[Extracted data — start]

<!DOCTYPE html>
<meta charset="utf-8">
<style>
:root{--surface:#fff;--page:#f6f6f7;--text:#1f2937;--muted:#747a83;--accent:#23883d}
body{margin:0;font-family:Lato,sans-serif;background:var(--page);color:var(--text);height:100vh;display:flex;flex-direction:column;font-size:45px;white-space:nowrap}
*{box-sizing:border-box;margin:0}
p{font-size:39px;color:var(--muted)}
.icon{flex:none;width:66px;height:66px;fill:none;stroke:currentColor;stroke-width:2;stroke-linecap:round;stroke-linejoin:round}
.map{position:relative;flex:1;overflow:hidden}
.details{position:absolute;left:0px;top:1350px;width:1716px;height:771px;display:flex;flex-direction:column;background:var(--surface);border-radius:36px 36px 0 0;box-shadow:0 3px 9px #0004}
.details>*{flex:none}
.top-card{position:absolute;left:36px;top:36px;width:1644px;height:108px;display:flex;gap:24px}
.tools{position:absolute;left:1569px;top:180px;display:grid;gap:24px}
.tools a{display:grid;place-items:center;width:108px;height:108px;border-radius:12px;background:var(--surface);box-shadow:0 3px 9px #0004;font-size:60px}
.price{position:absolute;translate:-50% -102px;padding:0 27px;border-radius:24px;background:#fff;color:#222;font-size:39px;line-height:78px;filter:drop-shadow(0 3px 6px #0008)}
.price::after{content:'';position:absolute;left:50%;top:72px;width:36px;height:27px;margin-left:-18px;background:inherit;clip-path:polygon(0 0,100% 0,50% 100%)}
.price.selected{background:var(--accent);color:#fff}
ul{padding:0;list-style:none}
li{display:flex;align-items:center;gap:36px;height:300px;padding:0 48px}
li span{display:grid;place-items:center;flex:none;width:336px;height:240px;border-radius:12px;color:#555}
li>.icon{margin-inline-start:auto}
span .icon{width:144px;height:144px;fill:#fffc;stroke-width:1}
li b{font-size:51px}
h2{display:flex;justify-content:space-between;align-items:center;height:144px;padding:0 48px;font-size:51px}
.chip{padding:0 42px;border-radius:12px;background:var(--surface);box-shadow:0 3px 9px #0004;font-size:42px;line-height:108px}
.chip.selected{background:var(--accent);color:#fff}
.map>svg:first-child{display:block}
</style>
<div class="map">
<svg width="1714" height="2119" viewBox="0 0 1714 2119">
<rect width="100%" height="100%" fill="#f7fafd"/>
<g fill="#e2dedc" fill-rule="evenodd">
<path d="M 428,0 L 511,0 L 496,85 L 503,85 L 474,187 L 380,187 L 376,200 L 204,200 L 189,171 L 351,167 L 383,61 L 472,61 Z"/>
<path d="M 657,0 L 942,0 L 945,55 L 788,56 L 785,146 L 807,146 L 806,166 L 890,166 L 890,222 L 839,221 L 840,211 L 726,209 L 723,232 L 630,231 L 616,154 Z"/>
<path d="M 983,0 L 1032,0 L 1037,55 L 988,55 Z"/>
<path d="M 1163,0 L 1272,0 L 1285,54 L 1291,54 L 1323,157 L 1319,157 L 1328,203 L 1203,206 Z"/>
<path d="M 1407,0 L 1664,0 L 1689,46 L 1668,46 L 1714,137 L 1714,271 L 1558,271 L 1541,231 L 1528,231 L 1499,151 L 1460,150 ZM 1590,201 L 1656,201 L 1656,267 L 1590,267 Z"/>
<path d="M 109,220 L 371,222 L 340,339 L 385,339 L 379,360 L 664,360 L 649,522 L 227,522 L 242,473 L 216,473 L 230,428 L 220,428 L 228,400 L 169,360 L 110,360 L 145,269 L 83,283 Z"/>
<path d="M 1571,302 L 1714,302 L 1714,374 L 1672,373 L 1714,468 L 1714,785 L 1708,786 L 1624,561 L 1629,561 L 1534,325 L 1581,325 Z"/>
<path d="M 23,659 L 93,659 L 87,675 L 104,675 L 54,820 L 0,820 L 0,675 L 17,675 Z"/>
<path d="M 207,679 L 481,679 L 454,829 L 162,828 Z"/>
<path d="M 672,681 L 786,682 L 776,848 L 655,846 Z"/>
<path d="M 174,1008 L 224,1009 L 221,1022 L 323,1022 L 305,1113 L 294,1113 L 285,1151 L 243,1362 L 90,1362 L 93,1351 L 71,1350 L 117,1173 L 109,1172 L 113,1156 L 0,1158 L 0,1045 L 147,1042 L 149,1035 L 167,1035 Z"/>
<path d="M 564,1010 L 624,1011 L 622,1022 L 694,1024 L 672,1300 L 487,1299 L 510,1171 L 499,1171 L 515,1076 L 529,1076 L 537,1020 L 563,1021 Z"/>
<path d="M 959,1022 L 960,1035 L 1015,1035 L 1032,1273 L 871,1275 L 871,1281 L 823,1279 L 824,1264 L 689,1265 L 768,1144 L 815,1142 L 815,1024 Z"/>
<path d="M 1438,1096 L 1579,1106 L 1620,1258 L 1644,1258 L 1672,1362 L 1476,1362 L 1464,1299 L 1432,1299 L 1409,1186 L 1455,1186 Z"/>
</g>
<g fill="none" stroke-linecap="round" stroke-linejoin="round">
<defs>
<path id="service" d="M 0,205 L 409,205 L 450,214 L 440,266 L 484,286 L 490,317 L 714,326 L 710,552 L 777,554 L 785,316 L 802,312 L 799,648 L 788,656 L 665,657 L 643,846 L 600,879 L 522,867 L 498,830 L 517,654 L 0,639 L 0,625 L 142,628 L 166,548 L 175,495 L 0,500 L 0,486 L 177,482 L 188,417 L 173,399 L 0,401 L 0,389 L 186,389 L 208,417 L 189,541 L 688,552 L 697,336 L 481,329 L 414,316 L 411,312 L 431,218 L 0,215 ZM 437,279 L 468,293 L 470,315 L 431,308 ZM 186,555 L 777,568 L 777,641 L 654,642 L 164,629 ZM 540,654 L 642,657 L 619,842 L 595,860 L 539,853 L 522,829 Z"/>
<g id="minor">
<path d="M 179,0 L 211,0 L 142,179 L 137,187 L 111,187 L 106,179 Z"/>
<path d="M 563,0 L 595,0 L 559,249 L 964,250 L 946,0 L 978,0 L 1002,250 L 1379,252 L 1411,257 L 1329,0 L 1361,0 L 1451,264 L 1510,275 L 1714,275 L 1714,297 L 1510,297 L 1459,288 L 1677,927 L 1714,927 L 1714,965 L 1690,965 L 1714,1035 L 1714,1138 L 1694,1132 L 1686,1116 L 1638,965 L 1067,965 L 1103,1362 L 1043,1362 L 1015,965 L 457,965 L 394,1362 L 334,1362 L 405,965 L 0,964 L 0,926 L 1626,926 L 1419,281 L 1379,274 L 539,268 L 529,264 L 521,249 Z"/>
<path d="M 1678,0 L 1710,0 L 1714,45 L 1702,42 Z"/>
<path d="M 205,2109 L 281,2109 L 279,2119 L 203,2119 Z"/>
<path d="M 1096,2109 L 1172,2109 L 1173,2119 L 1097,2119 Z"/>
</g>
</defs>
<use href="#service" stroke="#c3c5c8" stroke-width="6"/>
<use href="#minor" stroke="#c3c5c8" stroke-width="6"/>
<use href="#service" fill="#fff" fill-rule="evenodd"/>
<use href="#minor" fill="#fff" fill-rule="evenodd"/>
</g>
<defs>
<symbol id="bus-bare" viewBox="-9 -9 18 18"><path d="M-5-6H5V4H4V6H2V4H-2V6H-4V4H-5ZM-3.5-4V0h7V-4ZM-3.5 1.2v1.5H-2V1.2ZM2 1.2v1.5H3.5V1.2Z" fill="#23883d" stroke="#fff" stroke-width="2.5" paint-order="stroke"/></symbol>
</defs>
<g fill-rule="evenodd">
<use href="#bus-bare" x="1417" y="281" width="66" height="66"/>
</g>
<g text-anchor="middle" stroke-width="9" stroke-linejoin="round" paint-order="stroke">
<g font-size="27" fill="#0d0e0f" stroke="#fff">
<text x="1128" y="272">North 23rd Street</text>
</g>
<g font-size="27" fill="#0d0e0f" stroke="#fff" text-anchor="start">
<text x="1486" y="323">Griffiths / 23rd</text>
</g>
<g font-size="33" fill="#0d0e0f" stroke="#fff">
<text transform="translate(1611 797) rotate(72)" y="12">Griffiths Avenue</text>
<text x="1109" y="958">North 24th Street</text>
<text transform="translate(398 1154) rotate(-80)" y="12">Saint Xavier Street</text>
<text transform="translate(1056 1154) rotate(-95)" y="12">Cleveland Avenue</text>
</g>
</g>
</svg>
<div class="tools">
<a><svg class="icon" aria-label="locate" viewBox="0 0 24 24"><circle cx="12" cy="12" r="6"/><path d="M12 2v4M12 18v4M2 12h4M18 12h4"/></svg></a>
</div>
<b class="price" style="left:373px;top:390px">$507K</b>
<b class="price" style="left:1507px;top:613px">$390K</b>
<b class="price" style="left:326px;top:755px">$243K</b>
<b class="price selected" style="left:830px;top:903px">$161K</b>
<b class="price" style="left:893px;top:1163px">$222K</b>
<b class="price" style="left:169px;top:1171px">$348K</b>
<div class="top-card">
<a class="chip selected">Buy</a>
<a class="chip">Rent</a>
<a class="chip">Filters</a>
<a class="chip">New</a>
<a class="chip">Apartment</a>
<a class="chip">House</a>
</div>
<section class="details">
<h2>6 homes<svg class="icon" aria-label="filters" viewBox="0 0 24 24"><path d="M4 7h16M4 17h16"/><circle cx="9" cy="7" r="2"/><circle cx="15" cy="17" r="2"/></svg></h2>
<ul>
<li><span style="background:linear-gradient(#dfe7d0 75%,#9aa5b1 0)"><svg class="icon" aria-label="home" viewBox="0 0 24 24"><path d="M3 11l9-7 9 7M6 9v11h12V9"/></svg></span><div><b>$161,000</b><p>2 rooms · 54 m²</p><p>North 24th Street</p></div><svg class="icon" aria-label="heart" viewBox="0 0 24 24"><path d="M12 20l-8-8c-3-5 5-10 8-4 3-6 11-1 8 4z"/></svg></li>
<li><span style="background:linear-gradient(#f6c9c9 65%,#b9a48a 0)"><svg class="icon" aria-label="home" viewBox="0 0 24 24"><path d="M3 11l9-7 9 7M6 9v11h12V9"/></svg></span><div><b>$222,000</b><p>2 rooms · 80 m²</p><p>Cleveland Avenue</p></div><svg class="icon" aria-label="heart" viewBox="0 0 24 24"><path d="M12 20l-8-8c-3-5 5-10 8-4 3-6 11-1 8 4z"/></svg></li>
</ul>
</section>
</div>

[Extracted data — finish]

Determine the number of lines in the entries that hold the string "column"; write that number and nothing else.

** Exercise output **
2